UK climbs to fifth for global renewables market outlook

The UK has bounced around the top seven of the rankings for the last few years

EY has today (24 November) published the 56th edition of the Renewable Energy Country Attractiveness Index (RECAI), which ranks countries based on the performance of renewables markets in relation to investment opportunities.

The UK has climbed to fifth in these rankings and now sits behind the US, China, Australia and India. According to the rankings, the UK has been buoyed by public commitments to large-scale offshore wind, which has seen the UK Government commit to having 40GW of offshore wind capacity by 2030. The performance of unsubsidised solar has also improved the nation’s rating.

In addition, the £350m proposed investment to cut carbon through hydrogen and carbon capture and storage, is also boosting investor confidence in the UK. On hydrogen, the RECAI notes that the technology will have a “critical” role to play in reaching net-zero in a post-Covid-19 economy.

EY ranked the UK sixth in its May 2020 edition of nations and seventh in its 2018 RECAI, up from tenth in the previous iteration of the bi-annual ranking. The consultancy broadly attributed this improvement to the investment landscape settling as the market adapted to the RO closure and preparations for the FiT closure progressed.

RECAI chief editor and EY’s global power and utilities corporate finance lead Ben Warren said: “With a verbal commitment from the UK government to support wind power, backing up the rhetoric with a well thought through industrial policy could put the UK at the forefront of one of the most exciting and transformative industries in the world.

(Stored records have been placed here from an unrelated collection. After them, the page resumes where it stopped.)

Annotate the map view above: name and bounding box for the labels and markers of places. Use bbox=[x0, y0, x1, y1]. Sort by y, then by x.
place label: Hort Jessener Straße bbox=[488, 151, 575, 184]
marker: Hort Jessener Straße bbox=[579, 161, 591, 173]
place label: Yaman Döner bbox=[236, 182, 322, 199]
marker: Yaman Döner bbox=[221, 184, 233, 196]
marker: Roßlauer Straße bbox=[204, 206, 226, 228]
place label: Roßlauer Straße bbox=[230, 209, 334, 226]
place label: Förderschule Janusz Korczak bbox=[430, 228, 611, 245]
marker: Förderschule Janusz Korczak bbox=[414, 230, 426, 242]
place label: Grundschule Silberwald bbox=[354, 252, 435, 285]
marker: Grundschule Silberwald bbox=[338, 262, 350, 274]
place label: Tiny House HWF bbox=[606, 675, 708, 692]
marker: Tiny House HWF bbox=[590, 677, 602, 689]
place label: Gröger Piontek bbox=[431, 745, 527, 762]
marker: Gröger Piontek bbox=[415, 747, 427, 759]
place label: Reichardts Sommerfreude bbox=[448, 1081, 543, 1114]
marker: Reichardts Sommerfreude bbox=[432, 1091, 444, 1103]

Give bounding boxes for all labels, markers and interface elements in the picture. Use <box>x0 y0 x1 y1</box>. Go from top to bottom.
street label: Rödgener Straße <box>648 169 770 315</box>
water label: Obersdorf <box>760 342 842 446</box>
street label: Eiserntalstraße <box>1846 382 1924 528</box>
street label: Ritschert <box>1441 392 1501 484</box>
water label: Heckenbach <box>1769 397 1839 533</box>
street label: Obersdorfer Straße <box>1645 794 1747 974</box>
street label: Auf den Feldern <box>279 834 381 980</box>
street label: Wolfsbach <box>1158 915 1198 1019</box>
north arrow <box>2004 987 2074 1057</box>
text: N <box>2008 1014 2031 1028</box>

Energy storage, the decarbonisation of heat and transport, and intelligent energy management and trading capabilities to support the transition to net-zero are just some of the areas where the UK has strength and expertise. All of this would benefit from a more cohesive and strategic energy and environmental plan. Continued backing for the UK offshore wind industry, a world leader in its own right, is a good place to start, but this is just the tip of the iceberg. Support and commitment across the whole of the renewable energy mix is needed if the UK is to meet its low carbon targets.”

Top six

The US holds its place at number one in the RECAI rankings, following Covid-19 stimulus packages that have supported renewables in the country. Joe Biden’s presidential win is expected to boost investor confidence further, with the US set to re-enter the Paris Agreement and set a net-zero target.

China holds onto second position, with the Chinese solar market performing strongly during the pandemic. Australia has climbed to third in the rankings, largely due to export plans for renewable energy. India has also climbed from seventh to fourth. The RECAI notes that India’s solar PV capacity has skyrocketed, reaching more than 35GW. Germany falls below the UK into sixth, with the commitment to ending coal-powered generation by 2038 driving the country’s green markets.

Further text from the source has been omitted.